An eastern African flowering plant, Sansevieria Parva, can be found in the forest. The leaves are flat, succulent, and it is a slow-growing perennial. The plants are often called Kenya Hyacinths because of the fragrant flowers that resemble hyacinths. The Sanseviera can bloom more frequently than many other Sansevieras.
First discovered in 1915, Sansevieria Parva is a perennial shrub. The first description of this species was provided by Nicholas Edward Brown. Around six to eight leaves are present on each rosette of Sansevieria Parva. Rhizomes appear orange and brown. The Sansevieria parva also has a variegated cultivar with vertical yellowish-white stripes.
There was a belief that Sansevieria Dooneri and Sansevieria Parva were closely related. Their natural habitats are similar, and their appearances are almost identical. They are now assumed to be one species with slight variation due to microhabitat factors.
In the Asparagaceae family, this plant belongs to the genus Dracaena Vand.
Also known as:
- Kenya Hyacinth
- Dracaena Parva
- Sansevieria Dooneri
- Kenya Hyacinth Snake Plant
- Sansevieria Bequaertii
- Sansevieria Bequaertii De Wild
Originally from eastern Africa, the plant is now found all over the world. Specifically, it is found in Kenya, Uganda, and Rwanda. Farmers in Kenya use this species as fodder.
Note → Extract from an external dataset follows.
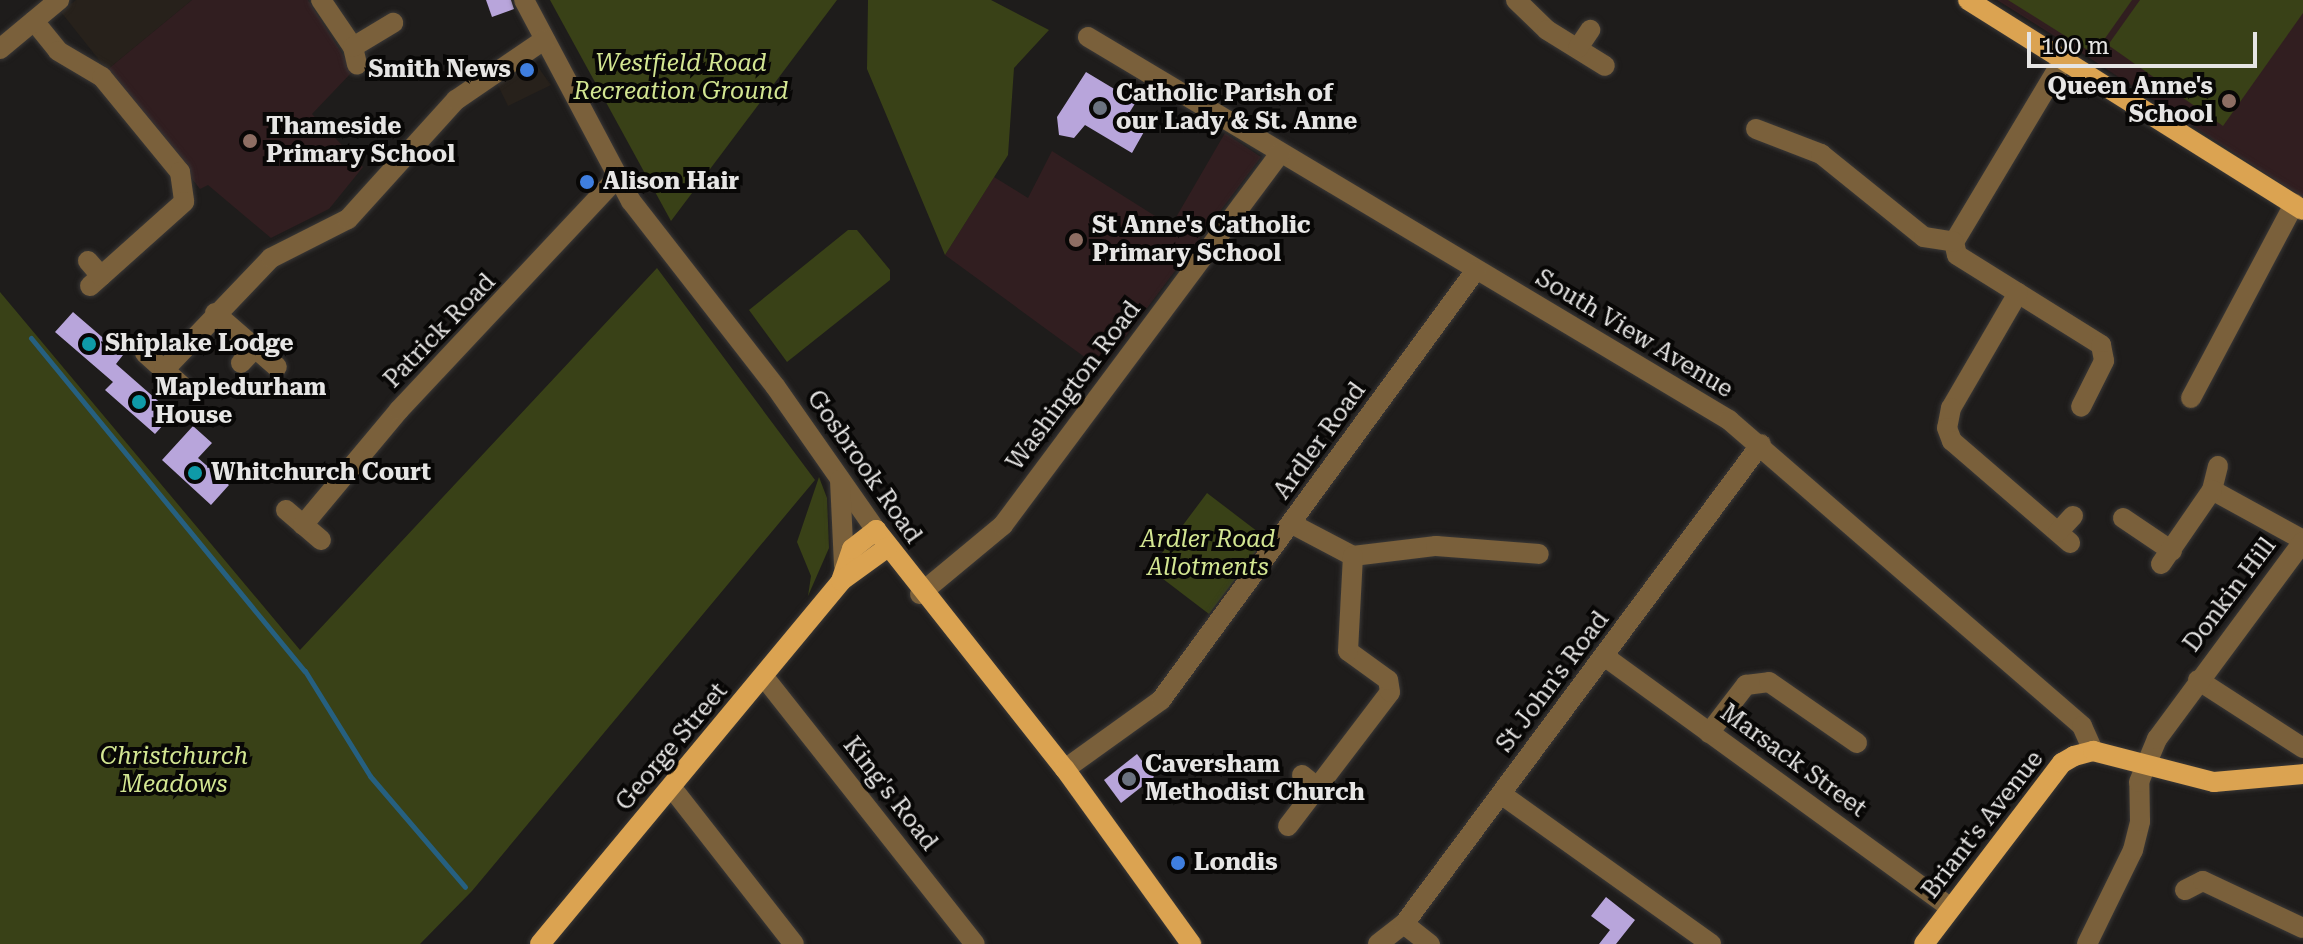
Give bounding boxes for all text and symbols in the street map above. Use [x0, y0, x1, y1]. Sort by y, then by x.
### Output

Its narrow, lance-shaped leaves have a concave shape and spread out like a fountain like Sansevieria Parva. The folds are a bit tapered toward the end, and they are folded longitudinally a bit. The young leaves are bright green with pale-green horizontal bands. The bands disappear as the leaves mature, resulting in plain deep green leaves. These smooth, flat leaves are surrounded by a narrow green border.
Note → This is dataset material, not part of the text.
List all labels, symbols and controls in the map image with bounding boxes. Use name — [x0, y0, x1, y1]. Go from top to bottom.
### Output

Approximately one to 1.5 feet in height, it is a relatively small plant. It can spread to a height of one foot. Each leaf measures approximately an inch in width. The maximum height of a flower stalk is 2 feet.
The plant produces flower stalks topped with bunches of blossoms. A similar event might take place every year. Flowers are small, tubular, and creamy-white in color. Pinkish brown can be found at the apex. A pleasant scent of hyacinth emanates from them at night.
When ingested, all parts of the plant are mildly toxic. Pets and children should not be near the product. Vomiting, diarrhea, nausea, etc. can result from consumption.
The plant has a low likelihood of being infested with pests in general. Even so, it might be attacked by mealybugs or spider mites. Avoid any damage to the leaves by keeping them dry and clean.
Various methods can be used for propagation, including planting rhizomes, plant division, and leaf cuttings. Plant leaf cuttings upright in soil in sections of 3-4 inches when using leaf cuttings.
Season Of Growth
Growing season for this evergreen plant is from spring to summer. Flowers usually bloom in late winter or early spring.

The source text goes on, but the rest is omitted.